Modulation of Enhancer Looping and Differential Gene Targeting by Epstein-Barr Virus Transcription Factors Directs Cellular Reprogramming

Epstein-Barr virus (EBV) epigenetically reprogrammes B-lymphocytes to drive immortalization and facilitate viral persistence. Host-cell transcription is perturbed principally through the actions of EBV EBNA 2, 3A, 3B and 3C, with cellular genes deregulated by specific combinations of these EBNAs through unknown mechanisms. Comparing human genome binding by these viral transcription factors, we discovered that 25% of binding sites were shared by EBNA 2 and the EBNA 3s and were located predominantly in enhancers. Moreover, 80% of potential EBNA 3A, 3B or 3C target genes were also targeted by EBNA 2, implicating extensive interplay between EBNA 2 and 3 proteins in cellular reprogramming. Investigating shared enhancer sites neighbouring two new targets ( WEE1 and CTBP2) we discovered that EBNA 3 proteins repress transcription by modulating enhancer-promoter loop formation to establish repressive chromatin hubs or prevent assembly of active hubs. Re-ChIP analysis revealed that EBNA 2 and 3 proteins do not bind simultaneously at shared sites but compete for binding thereby modulating enhancer-promoter interactions. At an EBNA 3-only intergenic enhancer site between ADAM28 and ADAMDEC1 EBNA 3C was also able to independently direct epigenetic repression of both genes through enhancer-promoter looping. Significantly, studying shared or unique EBNA 3 binding sites at WEE1, CTBP2, ITGAL (LFA-1 alpha chain), BCL2L11 (Bim) and the ADAMs, we also discovered that different sets of EBNA 3 proteins bind regulatory elements in a gene and cell-type specific manner. Binding profiles correlated with the effects of individual EBNA 3 proteins on the expression of these genes, providing a molecular basis for the targeting of different sets of cellular genes by the EBNA 3s. Our results therefore highlight the influence of the genomic and cellular context in determining the specificity of gene deregulation by EBV and provide a paradigm for host-cell reprogramming through modulation of enhancer-promoter interactions by viral transcription factors.

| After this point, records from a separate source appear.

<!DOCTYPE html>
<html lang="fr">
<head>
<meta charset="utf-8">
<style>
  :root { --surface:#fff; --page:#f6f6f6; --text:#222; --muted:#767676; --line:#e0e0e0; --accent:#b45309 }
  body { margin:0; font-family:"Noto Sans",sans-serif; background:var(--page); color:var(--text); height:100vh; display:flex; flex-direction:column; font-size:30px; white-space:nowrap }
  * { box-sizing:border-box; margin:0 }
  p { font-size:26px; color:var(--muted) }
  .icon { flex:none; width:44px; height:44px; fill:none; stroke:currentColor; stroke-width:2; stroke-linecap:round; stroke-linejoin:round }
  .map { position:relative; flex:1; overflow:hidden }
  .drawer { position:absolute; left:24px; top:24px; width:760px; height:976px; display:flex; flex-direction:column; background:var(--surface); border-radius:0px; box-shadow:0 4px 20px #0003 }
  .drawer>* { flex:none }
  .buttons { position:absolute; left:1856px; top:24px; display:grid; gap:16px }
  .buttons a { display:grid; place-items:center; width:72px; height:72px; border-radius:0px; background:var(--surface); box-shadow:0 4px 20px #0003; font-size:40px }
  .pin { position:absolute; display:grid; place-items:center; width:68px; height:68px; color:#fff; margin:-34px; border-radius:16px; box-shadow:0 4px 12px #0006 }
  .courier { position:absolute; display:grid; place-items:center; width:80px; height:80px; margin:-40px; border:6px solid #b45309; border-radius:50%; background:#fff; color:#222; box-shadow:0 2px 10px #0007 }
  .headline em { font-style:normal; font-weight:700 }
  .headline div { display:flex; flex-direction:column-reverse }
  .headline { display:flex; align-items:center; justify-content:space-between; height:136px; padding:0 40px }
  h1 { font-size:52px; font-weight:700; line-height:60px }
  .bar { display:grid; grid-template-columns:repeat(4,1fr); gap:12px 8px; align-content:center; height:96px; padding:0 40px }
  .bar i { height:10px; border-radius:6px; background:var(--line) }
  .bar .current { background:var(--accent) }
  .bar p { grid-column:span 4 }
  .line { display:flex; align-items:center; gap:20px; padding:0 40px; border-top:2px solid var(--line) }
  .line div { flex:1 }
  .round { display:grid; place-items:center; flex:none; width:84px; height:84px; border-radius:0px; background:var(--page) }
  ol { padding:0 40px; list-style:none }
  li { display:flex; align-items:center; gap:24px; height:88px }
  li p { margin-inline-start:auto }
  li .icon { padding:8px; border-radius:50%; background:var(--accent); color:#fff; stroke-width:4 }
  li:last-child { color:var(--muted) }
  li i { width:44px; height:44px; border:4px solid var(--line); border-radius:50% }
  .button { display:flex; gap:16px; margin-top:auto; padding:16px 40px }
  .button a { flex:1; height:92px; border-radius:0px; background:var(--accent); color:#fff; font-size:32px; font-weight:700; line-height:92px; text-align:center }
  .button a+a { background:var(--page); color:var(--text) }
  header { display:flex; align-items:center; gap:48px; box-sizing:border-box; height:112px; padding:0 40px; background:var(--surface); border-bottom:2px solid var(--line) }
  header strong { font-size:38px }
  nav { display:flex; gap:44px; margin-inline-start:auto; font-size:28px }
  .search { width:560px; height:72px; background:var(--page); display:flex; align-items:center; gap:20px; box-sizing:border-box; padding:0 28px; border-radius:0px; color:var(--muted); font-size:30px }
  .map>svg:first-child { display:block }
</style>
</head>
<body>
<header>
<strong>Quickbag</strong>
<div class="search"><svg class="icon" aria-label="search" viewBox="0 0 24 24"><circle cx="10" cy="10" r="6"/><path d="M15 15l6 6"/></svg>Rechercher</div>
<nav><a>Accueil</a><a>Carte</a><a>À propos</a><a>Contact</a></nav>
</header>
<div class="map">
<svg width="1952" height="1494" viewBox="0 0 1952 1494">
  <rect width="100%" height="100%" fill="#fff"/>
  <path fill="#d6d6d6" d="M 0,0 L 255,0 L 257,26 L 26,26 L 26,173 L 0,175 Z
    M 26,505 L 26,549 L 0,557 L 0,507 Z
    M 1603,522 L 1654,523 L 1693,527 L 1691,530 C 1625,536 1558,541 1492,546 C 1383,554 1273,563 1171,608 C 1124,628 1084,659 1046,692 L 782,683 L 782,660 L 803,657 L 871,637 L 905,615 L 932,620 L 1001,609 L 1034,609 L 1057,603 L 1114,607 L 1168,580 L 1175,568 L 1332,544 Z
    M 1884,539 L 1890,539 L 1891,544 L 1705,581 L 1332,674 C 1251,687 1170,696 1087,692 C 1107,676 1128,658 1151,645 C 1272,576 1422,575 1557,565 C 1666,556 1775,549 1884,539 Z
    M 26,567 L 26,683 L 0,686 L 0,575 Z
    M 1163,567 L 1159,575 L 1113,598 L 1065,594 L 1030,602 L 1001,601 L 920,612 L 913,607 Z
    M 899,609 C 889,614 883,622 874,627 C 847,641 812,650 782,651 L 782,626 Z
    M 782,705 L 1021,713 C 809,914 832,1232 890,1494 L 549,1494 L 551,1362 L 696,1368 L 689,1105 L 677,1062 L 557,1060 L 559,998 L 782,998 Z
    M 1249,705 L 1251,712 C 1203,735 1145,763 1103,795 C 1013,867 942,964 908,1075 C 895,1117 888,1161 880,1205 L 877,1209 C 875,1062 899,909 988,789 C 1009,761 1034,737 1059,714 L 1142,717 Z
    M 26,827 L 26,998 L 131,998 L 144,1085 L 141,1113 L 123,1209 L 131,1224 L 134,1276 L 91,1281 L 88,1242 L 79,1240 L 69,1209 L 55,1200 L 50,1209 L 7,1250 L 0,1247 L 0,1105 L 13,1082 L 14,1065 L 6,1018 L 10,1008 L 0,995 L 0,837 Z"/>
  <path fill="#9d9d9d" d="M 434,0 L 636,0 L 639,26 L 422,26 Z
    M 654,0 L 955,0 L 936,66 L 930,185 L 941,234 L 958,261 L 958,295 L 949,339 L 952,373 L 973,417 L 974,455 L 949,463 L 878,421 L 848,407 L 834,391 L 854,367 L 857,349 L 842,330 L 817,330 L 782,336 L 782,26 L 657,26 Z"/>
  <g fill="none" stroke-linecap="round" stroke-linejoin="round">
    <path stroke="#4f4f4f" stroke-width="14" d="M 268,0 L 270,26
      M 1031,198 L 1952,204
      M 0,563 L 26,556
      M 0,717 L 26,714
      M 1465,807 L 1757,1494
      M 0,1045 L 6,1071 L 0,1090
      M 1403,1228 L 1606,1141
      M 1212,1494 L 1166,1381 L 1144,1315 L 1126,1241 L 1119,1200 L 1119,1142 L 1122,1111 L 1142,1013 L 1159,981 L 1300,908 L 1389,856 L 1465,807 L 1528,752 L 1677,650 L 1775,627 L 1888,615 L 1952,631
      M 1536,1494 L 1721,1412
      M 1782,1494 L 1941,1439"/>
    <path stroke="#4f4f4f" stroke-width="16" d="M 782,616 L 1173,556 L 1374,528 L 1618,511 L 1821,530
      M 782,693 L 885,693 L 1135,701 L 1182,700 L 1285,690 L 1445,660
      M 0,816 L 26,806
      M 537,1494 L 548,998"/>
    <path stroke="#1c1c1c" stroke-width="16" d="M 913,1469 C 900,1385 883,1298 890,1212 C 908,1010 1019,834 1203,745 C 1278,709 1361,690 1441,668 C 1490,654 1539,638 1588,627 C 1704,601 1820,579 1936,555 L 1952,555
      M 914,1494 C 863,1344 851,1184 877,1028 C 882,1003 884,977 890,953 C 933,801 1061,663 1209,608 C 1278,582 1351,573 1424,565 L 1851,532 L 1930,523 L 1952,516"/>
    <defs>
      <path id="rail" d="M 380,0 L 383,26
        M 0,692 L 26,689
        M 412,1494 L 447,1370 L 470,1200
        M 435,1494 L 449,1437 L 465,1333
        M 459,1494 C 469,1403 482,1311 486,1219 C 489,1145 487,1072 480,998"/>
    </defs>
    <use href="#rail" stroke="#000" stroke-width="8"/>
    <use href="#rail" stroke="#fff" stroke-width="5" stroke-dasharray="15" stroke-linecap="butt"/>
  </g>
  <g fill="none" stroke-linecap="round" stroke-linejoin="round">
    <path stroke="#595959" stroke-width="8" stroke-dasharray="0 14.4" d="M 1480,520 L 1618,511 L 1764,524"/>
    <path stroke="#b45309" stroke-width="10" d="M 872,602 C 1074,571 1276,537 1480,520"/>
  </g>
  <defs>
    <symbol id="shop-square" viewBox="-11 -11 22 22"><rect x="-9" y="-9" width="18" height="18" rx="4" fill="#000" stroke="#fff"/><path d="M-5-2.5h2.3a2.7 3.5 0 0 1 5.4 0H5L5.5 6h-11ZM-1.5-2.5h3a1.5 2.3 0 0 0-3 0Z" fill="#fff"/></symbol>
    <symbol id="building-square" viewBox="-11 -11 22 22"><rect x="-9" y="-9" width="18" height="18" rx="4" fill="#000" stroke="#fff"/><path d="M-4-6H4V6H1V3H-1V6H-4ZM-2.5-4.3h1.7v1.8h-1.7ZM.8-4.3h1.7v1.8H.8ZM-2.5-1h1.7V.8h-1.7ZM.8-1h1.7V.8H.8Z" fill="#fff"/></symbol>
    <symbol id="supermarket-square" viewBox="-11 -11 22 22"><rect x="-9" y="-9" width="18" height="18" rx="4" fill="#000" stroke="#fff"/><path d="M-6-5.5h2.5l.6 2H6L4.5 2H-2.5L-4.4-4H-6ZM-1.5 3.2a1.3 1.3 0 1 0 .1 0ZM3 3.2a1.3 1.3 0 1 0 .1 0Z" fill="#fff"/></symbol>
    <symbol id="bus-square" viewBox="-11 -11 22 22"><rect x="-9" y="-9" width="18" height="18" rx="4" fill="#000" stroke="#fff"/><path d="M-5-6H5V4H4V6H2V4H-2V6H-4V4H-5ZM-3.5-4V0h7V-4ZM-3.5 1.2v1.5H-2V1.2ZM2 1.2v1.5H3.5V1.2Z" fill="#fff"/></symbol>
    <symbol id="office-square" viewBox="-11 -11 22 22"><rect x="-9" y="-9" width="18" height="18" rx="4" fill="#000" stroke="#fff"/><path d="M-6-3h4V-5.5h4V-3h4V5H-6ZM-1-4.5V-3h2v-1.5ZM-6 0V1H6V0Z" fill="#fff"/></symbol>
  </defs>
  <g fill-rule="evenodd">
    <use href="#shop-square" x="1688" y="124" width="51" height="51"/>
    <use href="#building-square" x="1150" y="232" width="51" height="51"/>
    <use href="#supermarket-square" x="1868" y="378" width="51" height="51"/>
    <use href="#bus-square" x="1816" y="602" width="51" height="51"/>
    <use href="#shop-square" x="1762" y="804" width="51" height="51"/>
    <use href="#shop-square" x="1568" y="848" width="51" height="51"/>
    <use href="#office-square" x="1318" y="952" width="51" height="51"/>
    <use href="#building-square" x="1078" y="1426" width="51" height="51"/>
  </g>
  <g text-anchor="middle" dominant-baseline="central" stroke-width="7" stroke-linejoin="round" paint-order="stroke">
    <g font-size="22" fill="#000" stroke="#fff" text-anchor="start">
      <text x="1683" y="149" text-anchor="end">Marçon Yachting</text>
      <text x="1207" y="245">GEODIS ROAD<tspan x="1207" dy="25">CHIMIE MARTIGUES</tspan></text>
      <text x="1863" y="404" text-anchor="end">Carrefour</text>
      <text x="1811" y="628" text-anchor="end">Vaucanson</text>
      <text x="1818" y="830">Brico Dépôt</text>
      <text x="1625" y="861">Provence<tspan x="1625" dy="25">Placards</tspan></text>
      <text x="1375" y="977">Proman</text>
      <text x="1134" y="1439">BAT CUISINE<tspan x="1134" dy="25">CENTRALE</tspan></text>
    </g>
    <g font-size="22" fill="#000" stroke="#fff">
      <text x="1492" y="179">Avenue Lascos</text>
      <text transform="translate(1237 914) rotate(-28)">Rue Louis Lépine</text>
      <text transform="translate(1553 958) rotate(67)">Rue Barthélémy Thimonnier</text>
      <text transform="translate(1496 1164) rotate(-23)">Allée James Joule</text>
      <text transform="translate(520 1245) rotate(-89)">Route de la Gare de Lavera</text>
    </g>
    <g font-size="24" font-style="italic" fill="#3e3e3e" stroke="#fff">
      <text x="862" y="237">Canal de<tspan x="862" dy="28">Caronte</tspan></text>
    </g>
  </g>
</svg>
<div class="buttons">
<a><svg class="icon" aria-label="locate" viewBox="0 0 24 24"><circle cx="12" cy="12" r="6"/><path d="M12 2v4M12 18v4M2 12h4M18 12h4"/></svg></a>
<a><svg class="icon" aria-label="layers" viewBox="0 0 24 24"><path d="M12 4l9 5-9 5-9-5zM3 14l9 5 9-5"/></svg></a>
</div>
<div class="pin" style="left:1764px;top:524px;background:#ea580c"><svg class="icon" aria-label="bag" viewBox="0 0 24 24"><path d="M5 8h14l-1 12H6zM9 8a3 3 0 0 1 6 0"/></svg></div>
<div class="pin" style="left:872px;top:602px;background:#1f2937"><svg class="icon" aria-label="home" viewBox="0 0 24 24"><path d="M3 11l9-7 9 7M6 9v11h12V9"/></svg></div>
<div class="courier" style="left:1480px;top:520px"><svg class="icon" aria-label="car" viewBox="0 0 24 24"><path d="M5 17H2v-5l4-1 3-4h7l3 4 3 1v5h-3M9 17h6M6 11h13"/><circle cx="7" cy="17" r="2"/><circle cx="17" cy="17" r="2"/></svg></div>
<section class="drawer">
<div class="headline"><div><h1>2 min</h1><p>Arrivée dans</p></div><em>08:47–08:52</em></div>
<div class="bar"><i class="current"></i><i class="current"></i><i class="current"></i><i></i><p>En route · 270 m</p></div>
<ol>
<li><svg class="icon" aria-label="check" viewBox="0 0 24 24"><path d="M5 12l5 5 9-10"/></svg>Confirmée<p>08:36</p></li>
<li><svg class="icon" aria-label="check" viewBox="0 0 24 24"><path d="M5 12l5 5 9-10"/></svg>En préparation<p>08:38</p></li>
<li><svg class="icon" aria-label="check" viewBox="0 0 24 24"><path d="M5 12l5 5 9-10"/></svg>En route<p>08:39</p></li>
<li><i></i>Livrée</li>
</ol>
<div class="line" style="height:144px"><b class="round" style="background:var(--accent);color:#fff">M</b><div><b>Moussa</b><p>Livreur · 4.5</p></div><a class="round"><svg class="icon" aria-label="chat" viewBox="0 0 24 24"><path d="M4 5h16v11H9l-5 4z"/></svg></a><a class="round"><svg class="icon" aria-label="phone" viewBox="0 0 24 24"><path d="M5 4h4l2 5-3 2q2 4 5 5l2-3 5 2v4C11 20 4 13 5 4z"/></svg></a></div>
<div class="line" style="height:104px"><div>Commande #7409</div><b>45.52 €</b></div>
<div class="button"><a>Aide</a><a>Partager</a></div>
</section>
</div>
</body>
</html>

Epstein-Barr virus (EBV) is associated with numerous cancers. The ability of the virus to infect B-cells and convert them from short-lived into immortal cells is the key to its cancer-promoting properties. A small number of EBV transcription factors are required for immortalization and act in concert to drive cell growth by deregulating the expression of cellular genes through largely unknown mechanisms. We have demonstrated that four of these key transcription factors function cooperatively by targeting common genes via long-range enhancer elements and modulating their looping interactions with gene promoters. Specifically we show that gene repression by the EBV EBNA 3 family of proteins can be mediated through the modulation of enhancer-promoter looping. Our results also reveal that different subsets of EBNA 3 proteins are bound at different genes and that this differential binding can vary in lymphoma cells compared to cells immortalized in culture, indicating that cell-background-specific gene regulation may be important in lymphoma development. Our results demonstrate how cellular genes can be deregulated by an oncogenic virus through modulation of enhancer-promoter looping with the specificity of binding by viral transcription factors controlling cellular reprogramming in a gene and cell-type specific manner.